As a company over the past few years, Apple has come a long way in the wrong direction - exactly the opposite direction from that indicated in the seminal, game-changing Macintosh "1984" commercial. As time goes on, Apple seems to rely less and less on its ability to create a groundbreaking product, and more and more on its ability to use the power of government to prevent others from doing likewise.

The verdict in last month's patent lawsuit - in which Apple managed to have Korean electronics firm Samsung sanctioned for, among other things, violating an Apple patent on the shape of tablet computers - is just the tip of an iceberg extending well below the waterline of recent history.

Apple once sued New York City ("the Big Apple") over an apple-shaped logo.

It has sued other companies over the use of the lowercase letter "i" and the word "pod."

It sued Digital Research for copying the "look and feel" of MacOS - a "look and feel" that it had itself stolen from Xerox Alto/Star (even going so far as to raid Xerox to staff the original Mac design team).

It sued Psystar for manufacturing hardware that could run MacOS X.

An obvious first reaction to much of this litigation is to notice how frivolous it is.
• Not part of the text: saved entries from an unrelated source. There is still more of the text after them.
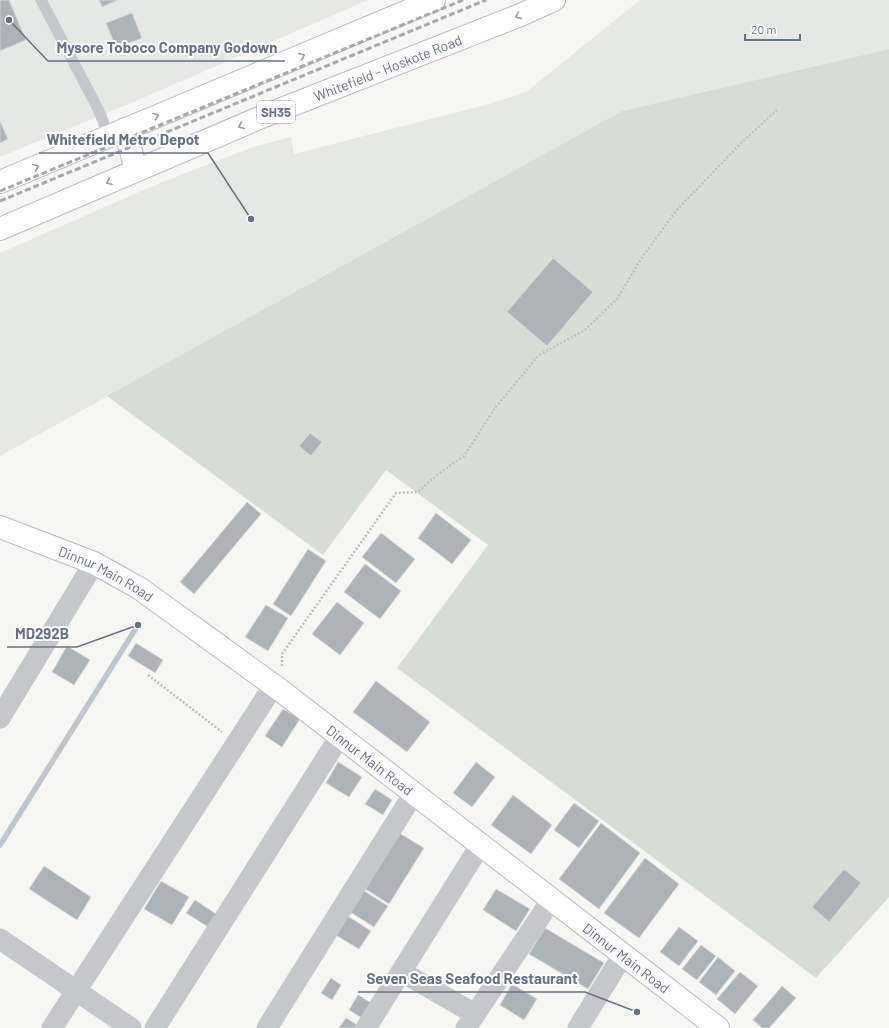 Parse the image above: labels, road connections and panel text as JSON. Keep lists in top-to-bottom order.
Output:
{
  "streets": {
    "main road": ["Whitefield - Hoskote Road", "SH35", "Dinnur Main Road"]
  },
  "places": [
    "Mysore Toboco Company Godown",
    "Whitefield Metro Depot",
    "MD292B",
    "Seven Seas Seafood Restaurant"
  ],
  "scale_bar": "20 m"
}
A company claiming an exclusive right to make cuboid devices with rounded corners? Really? I just walked through my kitchen and counted four such devices, none manufactured by Apple. Claiming ownership of the lowercase letter "i" seems ... well, a bit broad, don't you think?

It would be a mistake to focus on the frivolity of Apple's claims, though. As "intellectual property" critic Stephan Kinsella points out: "The problem is not low-quality patents, nor patent trolls, nor software patents, nor unclear nonobviousness standards, nor an incompetent PTO [U.S. Patent & Trademark Office], nor too-long patent terms, nor inadequate prior art databases - though these are all problems. The problem is good patents, high-quality patents, issued to cover existing products of existing companies, who use them to bash their competitors over the head."

In this latest case, Apple has straightforwardly demanded that American consumers buy its devices rather than Samsung's, and it has the wherewithal to enforce that demand. Not because Apple's devices are cheaper than Samsung's. Not because Apple's devices are better than Samsung's in this way or that. Because, and only because, Apple's friends in government have guns and they are pointing those guns at Samsung and telling Samsung it can't even offer you its products.

At some point, this approach will inevitably backfire on Apple.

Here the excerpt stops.